Currently, the treatment of patients with PE is often focused on aesthetic improvement of the sternum and ribs, with the goal of bringing the shape of the thorax closer to “normal” by increasing the sterno-vertebral distance [22]. This approach tends to neglect the evaluation of accompanying deterioration in lung function [23]. Although pulmonary function tests are used in adults for functional evaluation [12], only one study has been conducted to evaluate the association between pulmonary function tests and quantitative CT measurements in patients with PE [5].

Sarioglu et al. described a partial decrease in pixel density of the lung’s right lower lobe in patients with PE. However, lung density values were measured only at T4 and T10 levels and the CT was performed only during inspiratory phase which is insufficient for overall quantitative evaluation. For example, depression of the thoracic cavity and cardiac compression becomes worse during expiration than during inspiration in patients with PE, which is why some hospitals obtain CT images of patients with PE only at the end of expiration [18]. In the case of children, it is difficult to cooperate with pulmonary function tests (especially in children under the age of 8–9 years). Therefore, quantitative CT is thought to be a more useful tool for lung parenchymal evaluation.

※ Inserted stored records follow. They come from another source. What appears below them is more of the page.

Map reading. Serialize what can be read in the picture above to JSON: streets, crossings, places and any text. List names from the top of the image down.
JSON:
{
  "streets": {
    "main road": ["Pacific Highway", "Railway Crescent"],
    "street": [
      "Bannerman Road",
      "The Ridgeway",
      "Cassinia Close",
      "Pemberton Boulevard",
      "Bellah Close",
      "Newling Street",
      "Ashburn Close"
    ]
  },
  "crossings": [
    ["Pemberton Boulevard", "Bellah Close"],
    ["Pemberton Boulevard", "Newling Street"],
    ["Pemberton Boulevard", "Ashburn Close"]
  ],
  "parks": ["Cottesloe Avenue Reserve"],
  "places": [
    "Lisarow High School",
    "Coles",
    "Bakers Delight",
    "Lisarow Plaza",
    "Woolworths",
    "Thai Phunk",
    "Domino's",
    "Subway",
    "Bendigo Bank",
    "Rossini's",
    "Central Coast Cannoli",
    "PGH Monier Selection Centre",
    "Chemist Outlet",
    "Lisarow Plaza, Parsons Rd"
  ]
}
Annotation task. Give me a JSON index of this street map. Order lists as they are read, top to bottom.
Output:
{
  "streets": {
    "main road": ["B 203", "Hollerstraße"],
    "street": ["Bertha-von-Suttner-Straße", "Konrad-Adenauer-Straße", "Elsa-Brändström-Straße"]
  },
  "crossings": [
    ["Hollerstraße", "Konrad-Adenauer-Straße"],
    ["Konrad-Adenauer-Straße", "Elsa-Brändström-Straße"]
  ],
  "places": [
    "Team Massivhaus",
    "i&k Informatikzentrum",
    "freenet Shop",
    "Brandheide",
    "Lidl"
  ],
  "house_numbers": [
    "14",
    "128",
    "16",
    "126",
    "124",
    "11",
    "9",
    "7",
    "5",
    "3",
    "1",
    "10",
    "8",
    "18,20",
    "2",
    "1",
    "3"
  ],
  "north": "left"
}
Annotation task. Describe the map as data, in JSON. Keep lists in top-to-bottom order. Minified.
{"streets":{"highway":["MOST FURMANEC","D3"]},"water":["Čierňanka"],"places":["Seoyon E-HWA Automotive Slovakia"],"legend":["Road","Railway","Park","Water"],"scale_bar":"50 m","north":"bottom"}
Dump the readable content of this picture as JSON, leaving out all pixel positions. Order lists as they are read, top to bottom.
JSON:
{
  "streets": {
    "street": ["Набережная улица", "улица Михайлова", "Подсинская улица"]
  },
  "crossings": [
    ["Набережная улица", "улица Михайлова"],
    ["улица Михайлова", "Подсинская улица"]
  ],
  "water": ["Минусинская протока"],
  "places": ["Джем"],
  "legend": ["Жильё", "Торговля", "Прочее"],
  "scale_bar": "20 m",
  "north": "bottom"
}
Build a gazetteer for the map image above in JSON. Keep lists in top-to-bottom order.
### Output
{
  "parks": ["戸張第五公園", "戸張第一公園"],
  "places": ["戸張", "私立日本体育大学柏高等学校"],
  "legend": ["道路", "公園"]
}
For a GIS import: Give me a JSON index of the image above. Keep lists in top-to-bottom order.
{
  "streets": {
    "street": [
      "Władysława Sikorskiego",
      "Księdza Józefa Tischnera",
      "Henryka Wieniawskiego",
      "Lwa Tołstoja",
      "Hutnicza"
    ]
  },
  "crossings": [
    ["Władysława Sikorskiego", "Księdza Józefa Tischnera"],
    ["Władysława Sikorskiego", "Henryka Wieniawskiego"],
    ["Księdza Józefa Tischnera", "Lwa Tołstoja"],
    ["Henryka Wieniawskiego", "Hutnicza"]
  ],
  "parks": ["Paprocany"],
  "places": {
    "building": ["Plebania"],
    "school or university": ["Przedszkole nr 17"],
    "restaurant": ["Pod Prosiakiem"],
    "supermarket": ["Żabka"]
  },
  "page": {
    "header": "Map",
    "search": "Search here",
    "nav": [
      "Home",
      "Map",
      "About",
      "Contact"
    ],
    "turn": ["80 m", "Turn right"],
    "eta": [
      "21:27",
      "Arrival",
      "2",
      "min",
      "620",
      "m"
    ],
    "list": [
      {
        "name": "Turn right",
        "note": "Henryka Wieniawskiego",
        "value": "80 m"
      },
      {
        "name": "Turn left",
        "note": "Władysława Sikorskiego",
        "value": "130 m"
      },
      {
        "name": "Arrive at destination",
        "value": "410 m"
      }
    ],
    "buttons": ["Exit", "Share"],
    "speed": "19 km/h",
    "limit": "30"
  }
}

In our study, the differences of TLV and MLD between the inspiratory and expiratory phases showed smaller values in the PE group while the ratios of the expiratory/inspiratory TLV and MLD showed a higher values in the PE group. Among the mild and severe groups of PE patients, the inspiratory MLD and TLV ratios were more deteriorated in the severe group. This result indicates that the variations in lung volume and density according to the phases of breathing were insufficient in the PE group compared to the control group. In other words, the lungs of the children with PE may be stiffer and more immature than those of the children without PE. Nonetheless, this hypothesis require further retrospective studies.

In conclusion, quantitative pulmonary evaluation through CT in pediatric PE patients may provide further information in assessing the functional changes in lung parenchyma as a result of chest wall deformity. With the quantitative CT measurements correlating with the severity of PE, it may be used to establish criteria for surgical treatment of PE patients or to evaluate lung parenchymal changes after surgery.